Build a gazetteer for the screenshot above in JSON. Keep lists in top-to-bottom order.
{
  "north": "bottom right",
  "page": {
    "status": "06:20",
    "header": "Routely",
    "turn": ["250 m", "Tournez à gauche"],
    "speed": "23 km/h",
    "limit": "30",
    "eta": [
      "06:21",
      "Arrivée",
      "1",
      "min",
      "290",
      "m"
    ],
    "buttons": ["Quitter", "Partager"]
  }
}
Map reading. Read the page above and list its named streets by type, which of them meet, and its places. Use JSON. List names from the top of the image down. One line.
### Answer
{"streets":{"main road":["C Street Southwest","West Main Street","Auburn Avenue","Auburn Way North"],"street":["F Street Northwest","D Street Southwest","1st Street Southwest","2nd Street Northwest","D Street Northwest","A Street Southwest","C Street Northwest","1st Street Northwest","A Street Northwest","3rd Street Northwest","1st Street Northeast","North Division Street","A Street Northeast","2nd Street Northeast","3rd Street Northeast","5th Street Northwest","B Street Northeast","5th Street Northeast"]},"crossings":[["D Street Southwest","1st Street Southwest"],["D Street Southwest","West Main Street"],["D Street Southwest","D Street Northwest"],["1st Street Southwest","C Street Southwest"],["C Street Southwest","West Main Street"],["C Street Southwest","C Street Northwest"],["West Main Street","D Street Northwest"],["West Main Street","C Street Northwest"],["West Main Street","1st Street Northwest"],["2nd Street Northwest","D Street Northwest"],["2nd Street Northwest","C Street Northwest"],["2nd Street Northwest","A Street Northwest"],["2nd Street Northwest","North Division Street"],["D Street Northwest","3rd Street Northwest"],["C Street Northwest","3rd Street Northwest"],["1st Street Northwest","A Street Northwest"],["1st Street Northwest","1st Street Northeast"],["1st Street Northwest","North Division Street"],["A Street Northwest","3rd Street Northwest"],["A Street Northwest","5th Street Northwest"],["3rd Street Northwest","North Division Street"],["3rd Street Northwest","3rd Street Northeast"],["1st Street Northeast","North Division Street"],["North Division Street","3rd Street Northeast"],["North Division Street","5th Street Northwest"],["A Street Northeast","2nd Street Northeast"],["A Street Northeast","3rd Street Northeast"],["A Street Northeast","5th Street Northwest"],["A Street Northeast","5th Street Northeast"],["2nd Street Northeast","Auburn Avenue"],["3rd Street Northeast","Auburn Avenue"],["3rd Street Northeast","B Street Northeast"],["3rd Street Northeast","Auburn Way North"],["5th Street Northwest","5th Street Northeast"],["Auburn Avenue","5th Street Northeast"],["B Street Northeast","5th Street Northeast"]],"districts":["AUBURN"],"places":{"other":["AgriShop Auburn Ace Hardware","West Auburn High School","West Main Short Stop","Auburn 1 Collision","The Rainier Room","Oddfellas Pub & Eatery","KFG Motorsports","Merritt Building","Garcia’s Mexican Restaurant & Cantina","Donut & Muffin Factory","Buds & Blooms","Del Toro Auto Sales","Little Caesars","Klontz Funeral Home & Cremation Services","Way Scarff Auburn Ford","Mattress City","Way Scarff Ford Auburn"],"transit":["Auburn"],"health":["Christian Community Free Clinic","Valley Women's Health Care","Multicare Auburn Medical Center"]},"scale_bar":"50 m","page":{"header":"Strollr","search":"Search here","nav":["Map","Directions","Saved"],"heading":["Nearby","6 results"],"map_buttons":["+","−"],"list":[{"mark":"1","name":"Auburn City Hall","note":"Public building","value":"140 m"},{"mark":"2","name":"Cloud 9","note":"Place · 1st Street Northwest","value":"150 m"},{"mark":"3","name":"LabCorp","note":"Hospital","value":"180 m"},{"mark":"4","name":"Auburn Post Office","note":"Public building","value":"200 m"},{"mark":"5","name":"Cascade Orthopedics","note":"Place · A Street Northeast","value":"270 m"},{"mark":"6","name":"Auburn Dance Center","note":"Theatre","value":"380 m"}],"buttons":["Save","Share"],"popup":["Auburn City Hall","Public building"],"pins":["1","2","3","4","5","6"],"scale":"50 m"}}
....
- [What you should do]: Your answer should be the lines of the records that include the word "JSON".

- [Output]:
Build a gazetteer for the screenshot above in JSON. Keep lists in top-to-bottom order.
Map reading. Read the page above and list its named streets by type, which of them meet, and its places. Use JSON. List names from the top of the image down. One line.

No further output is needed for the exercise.